Она отвернулась, словно сказала лишнее, потом посмотрела себе под ноги. Я тоже на них посмотрел. Оказалось, что она обута в небольшие узкие полусапожки, зашнурованные на голенищах, напоминающие обувь молодых женщин времен короля Эдуарда. Я заметил, что лодыжки у нее узкие и изящные. Она как будто смутилась.
— Спасибо, — сказал я.
Удовольствие елеем разлилось по душе… вопреки собственному мнению, вопреки ужасной оценке критика, писавшего рецензию на мою работу. Похвала эта послужила для меня наградой за все те бессчетные часы, проведенные в кабинете с книгами, за которые мне даже не заплатили как следует, за все две с половиной книги, вышедшие из-под моего пера на сегодняшний день. В этом уравнении величины были настолько разновеликими, что даже эти осколки запоздалой похвалы несли в себе море удовольствия.
Мы снова помолчали.
— Ты недавно в Лондоне? — наконец спросил я, стараясь быть вежливым.
— Около года.
— И?.. — Я вопросительно посмотрел на нее.

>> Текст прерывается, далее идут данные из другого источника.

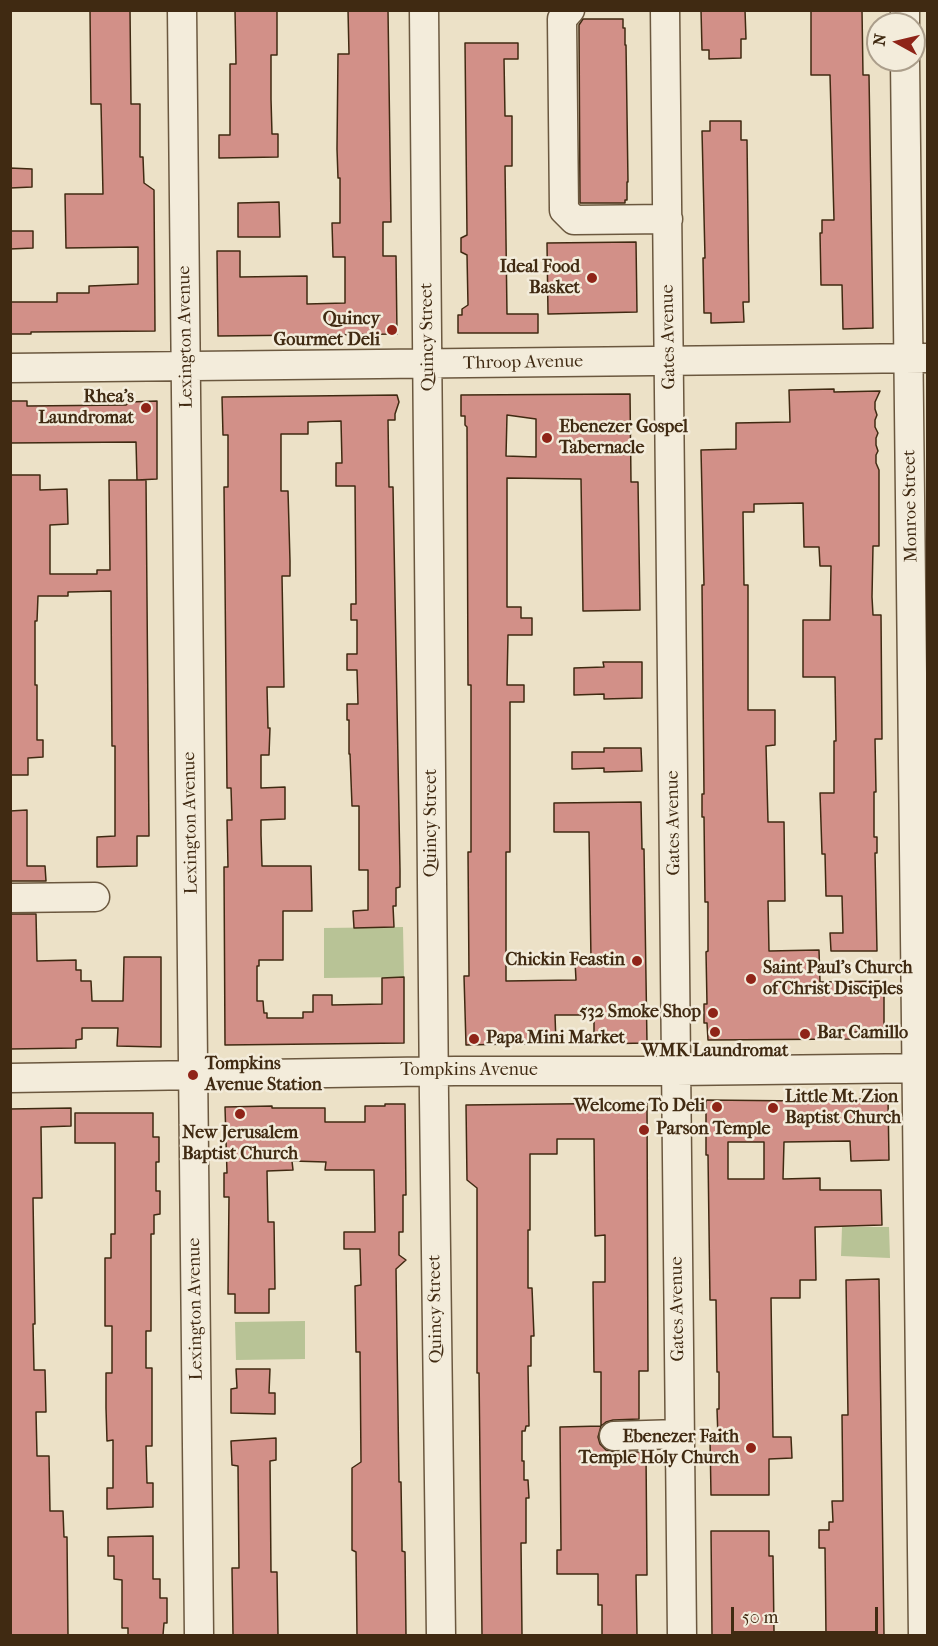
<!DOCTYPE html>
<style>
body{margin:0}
#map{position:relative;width:938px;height:1646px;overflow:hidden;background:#ece1c7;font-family:"IM FELL French Canon",serif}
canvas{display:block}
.frame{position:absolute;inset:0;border:12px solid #402a12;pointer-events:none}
.north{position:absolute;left:866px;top:12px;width:60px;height:60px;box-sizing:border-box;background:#f3ecdb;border:2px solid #ab9e8b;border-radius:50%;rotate:278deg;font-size:16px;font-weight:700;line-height:24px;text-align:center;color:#402a12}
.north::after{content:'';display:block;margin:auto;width:21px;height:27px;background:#8f2418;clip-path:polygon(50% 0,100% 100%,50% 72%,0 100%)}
.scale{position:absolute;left:731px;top:1607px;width:147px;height:27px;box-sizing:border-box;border:3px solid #402a12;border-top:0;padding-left:8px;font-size:18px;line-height:21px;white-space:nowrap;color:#402a12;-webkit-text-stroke:4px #f3ecdb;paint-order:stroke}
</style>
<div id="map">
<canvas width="938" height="1646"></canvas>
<div class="frame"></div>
<div class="north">N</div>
<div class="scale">50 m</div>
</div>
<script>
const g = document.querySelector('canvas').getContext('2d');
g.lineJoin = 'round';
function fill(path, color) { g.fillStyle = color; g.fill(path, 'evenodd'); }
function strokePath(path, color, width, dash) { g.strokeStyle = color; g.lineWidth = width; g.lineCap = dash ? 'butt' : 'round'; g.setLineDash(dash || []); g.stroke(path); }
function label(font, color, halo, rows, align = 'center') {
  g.font = font + ' "IM FELL French Canon",serif'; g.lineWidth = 5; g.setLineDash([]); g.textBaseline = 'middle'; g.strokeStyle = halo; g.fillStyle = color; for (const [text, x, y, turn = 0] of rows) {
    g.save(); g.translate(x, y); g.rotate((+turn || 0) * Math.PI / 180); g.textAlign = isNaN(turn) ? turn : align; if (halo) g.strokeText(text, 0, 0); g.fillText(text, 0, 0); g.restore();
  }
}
fill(new Path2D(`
 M403,927L404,977L324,978V928Z
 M842,1227H889L890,1258L841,1256Z
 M305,1321V1359L236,1360L235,1322Z`), '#b8c396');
const building = new Path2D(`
 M90,10H130L131,104H140V157H143L144,183L154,190L155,331L31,332V334H10V302H57V293H89V286L138,284V247L66,248L65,194H103L101,104H91Z
 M235,10H277V55H271V99L272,134H278V157L219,158V135H230V64H236Z
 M348,10H388L391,222H383V256H396L397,334L218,336L217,251H240V277L307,276V304L345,303V257H333L332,223H340V178H338L337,149L338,54H349Z
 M701,10H745L746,39H741V58L709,59V50H702Z
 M811,10H862L863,75H869L873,328L843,329L842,285H821L820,233H822V220H834L830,75H811Z
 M583,19H623V28H625V45H626L628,182H627V200H625V203H580L579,25Z
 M465,43H518V59H504L505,116H512V166H505L507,314H538V333H458V315H462V309L468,305L467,255L461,252V238L467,235Z
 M710,121H741V140H747L749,302H743L744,322L711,323V313H704L703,258H705L702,131H710Z
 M10,168L32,169V187L10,188Z
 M279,202L280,237H238V203Z
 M10,231H33V248L10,249Z
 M636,242L637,312L548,314L547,243Z
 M834,389V392L880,391L875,402V409L877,415L875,420V427L878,433L876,438V445L878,451L876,455V463L879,470V546H873L872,597L873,615H881L882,739H875L876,792H874V837H877V853H875L877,951H831L830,933H843L842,896H826L825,854H822L820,793H834V741H836L835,677H803V620H830L831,566H820L819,547H804L803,503L754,504V512H743L744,585H748V710H775V745L766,746L768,822H784L785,901H768L769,951L819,950L820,982L884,981V1032H851V1039L708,1040L707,1023H704V1004H707L706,952L708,951V902H705L704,817H702V794H704L702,585H704L701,450L736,449V423L790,422L789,390Z
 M630,394L631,482H638L640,610L583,611L581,479L507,478V607H521V618H532V635H508L507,685H524V702H510V852H506V981L576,980L575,961L591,960L589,832H554V803L641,802L642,849H644L647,1043L594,1044V1015H555L556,1043L466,1045L464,976H469L468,852H471V685H468L467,427L465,425V416H461V395ZM507,415L536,419V457L506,456Z
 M397,395L399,402L395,414V420H388L389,487H393L400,870V887L396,888V906H393L394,927L354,928L353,911L368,910V870H359V806H352L350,754H349V720H347V704H358L357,670H347V654H357V620H351V604H356L355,486H336V463H342L341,421L308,422V434H281V491H288L290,561V576H282L284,687H267L268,728H270L269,755H261V788L285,787V819L261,820V835L262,866H311L312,911H283V960H259V966H257V1001H263L264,1013H267V1018H303V1012H313V995H332V1005L382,1004V978L404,977V1043L225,1045L224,867H228L227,820H232L231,788H227L225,581L224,487H228V435H223L222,397Z
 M10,401H27V406L126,405L129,402L157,401V479L137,480L136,442L10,443Z
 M10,475H40V490L67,489L68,524L50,525V574H97V570H110L109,480H146L149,836H137V866L97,867V837L115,836V746H112L111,591L68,592V596H38L37,621H35V685H37V740H43V757L28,758V775H10Z
 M603,662H642V698L604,699V694L574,695V668L604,667Z
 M604,748H641L642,771L604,772V768L572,769V752H604Z
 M27,810V866H45L46,881H10V811Z
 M10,914H36L37,961L76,960V970H81V981H91L92,1001H123L124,957H161V1047L117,1046L118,1028H82V1039L76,1040V1048L10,1049Z
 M888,1098L889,1160L851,1161L850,1141L784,1142L783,1179L820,1178V1190H881L882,1225L815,1227L816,1280H800V1298H771L773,1437H791L792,1458L769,1459V1495H711L710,1438H718L717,1409H719V1372H717L716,1300H710L708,1155H706V1100L803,1101ZM728,1142H764V1179H728Z
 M647,1103L648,1371H639V1419L613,1420L606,1422L601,1426V1372H594L593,1282H605V1235L595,1236L594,1139H557V1154H530V1230H528V1288H532L534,1336H531V1366H528L529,1426H526L525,1431H522V1461H524V1480H528L529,1498H526V1543H521L522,1635H482L479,1373H477V1188L467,1180L466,1105Z
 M385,1104H405L406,1195H403V1232H399V1255L406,1260L396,1269L399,1482H401L402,1545V1551L405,1552L406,1635H357L356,1552L352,1550V1468L361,1462L360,1352H356L355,1286L361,1285L360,1249H344V1232H375L374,1170H325L326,1162L292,1161L293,1170L267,1171L268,1222H274L275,1289H269V1313H235V1294H228L229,1197H224V1173H227L225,1107L272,1106V1108H325V1122H365V1106H385Z
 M71,1108V1126L41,1127L42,1198H33L35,1324H33L34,1370H45L46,1412H36L37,1456H49L50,1511H63L64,1537H67L68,1635H10V1109Z
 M75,1113H153V1137H159V1162H156V1191H160V1214L154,1215V1234H151V1331H146V1368H152V1446H146L147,1483H153V1507L107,1509V1488H113V1440L107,1441L106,1408V1373H112V1326H105V1258H111V1234H115V1143H75Z
 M879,1279L884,1635H826L825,1548H819V1530H829V1522H833L832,1501H843L842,1415H848L846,1280Z
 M236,1369H270L269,1393H275V1414L231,1413V1389L237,1388Z
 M601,1426L598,1437L600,1444L606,1450L615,1452H646L647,1575H636L637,1635H602V1605H598V1574H557V1550H561L560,1427Z
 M276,1438V1460L270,1461L271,1572H277L278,1635H233L232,1568H239L238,1466L232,1465L231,1441Z
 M711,1531H769V1556H773L774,1632H769V1635H712Z
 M153,1536V1579H160V1598H167V1623H164L163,1635H128V1628H122V1580L114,1579V1556H108V1537Z`);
fill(building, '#d29088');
strokePath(building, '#402a12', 1.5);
const minor = new Path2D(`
 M182,10L199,1636
 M424,10L434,1098L441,1636
 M570,10L562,19L564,210L574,220L668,219
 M665,10L682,1636
 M905,10V24
 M905,60L923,1636
 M10,368L928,358
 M10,898L95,897
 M10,1078L455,1071H676L928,1068
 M614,1436L679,1434`);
strokePath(minor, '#6b583f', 31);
strokePath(minor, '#f3ecdb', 28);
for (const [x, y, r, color] of [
 [592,278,6,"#8f2418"],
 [392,330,6,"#8f2418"],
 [146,408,6,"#8f2418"],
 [547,438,6,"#8f2418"],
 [637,961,6,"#8f2418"],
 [751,979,6,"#8f2418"],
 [713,1013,6,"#8f2418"],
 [715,1032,6,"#8f2418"],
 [805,1034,6,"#8f2418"],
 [474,1039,6,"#8f2418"],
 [193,1075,6,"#8f2418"],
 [717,1107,6,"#8f2418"],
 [773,1108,6,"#8f2418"],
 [240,1114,6,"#8f2418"],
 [644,1130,6,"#8f2418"],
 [751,1448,6,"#8f2418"]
]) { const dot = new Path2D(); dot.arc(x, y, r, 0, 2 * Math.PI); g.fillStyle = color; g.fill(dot); strokePath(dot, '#f3ecdb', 2); }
label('bold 18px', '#402a12', '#f3ecdb', [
 ["Ideal Food",580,268],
 ["Basket",580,289],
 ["Quincy",380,320],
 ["Gourmet Deli",380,341],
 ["Rhea's",134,398],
 ["Laundromat",134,419],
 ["Ebenezer Gospel",559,428,"left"],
 ["Tabernacle",559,449,"left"],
 ["Chickin Feastin",625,961],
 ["Saint Paul's Church",763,969,"left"],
 ["of Christ Disciples",763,990,"left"],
 ["532 Smoke Shop",701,1013],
 ["Bar Camillo",817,1034,"left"],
 ["Papa Mini Market",486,1039,"left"],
 ["WMK Laundromat",715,1052,"center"],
 ["Tompkins",205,1065,"left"],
 ["Avenue Station",205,1086,"left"],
 ["Little Mt. Zion",785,1098,"left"],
 ["Baptist Church",785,1119,"left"],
 ["Welcome To Deli",705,1107],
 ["Parson Temple",656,1130,"left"],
 ["New Jerusalem",240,1134,"center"],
 ["Baptist Church",240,1155,"center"],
 ["Ebenezer Faith",739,1438],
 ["Temple Holy Church",739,1459]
], 'right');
label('18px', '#402a12', '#f3ecdb', [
 ["Lexington Avenue",186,337,-91],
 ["Quincy Street",428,337,-91],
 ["Gates Avenue",669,337,-91],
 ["Throop Avenue",523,363,-1],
 ["Monroe Street",911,506,-91],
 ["Lexington Avenue",191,823,-91],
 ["Quincy Street",432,823,-90],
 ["Gates Avenue",674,823,-91],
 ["Tompkins Avenue",469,1071],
 ["Lexington Avenue",196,1309,-91],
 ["Quincy Street",436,1309,-91],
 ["Gates Avenue",678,1309,-91]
]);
</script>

— Да, — ответила она. — Более или менее.
«Что за игра в молчанку?» — подумал я. Хоть ее взгляд говорил о почти агрессивной самодостаточности, у меня возникло желание как-то поддержать ее. Ее губы дернулись, словно ей стало стыдно за то, что я обнаружил одинокую природу ее существования.
— Позвони мне на работу, — я достал из бумажника визитку и, ощущая себя благодетелем, вручил ей. — Если хочешь, можешь забрать себе несколько книг из моего офиса… мои друзья постоянно у меня что-то берут почитать. Заодно разгребешь мои пыльные завалы. Мое рабочее место уже становится похожим на дом Айрис Мердок.
Она рассмеялась, по-настоящему, искренне, с морщинками у глаз.
Придвинулась ко мне ближе. От нее исходил запах абсолютной чистоты.
— Однажды я видела ее, в Норд Оксфорде, — сказала она. — Она была одновременно и уродливой, и красивой. Я тогда была с одним человеком, с которым мне не стоило быть, и вот посреди белого дня совершенно случайно встречаю на улице Айрис Мердок, как дух во плоти. У меня в сознании два этих человека с тех пор стали ассоциироваться. Хороший это был день.
Она посмотрела на меня, улыбнулась, развернулась и ушла. Я проводил взглядом ее затылок, пока она не прошла через комнату и не исчезла из виду.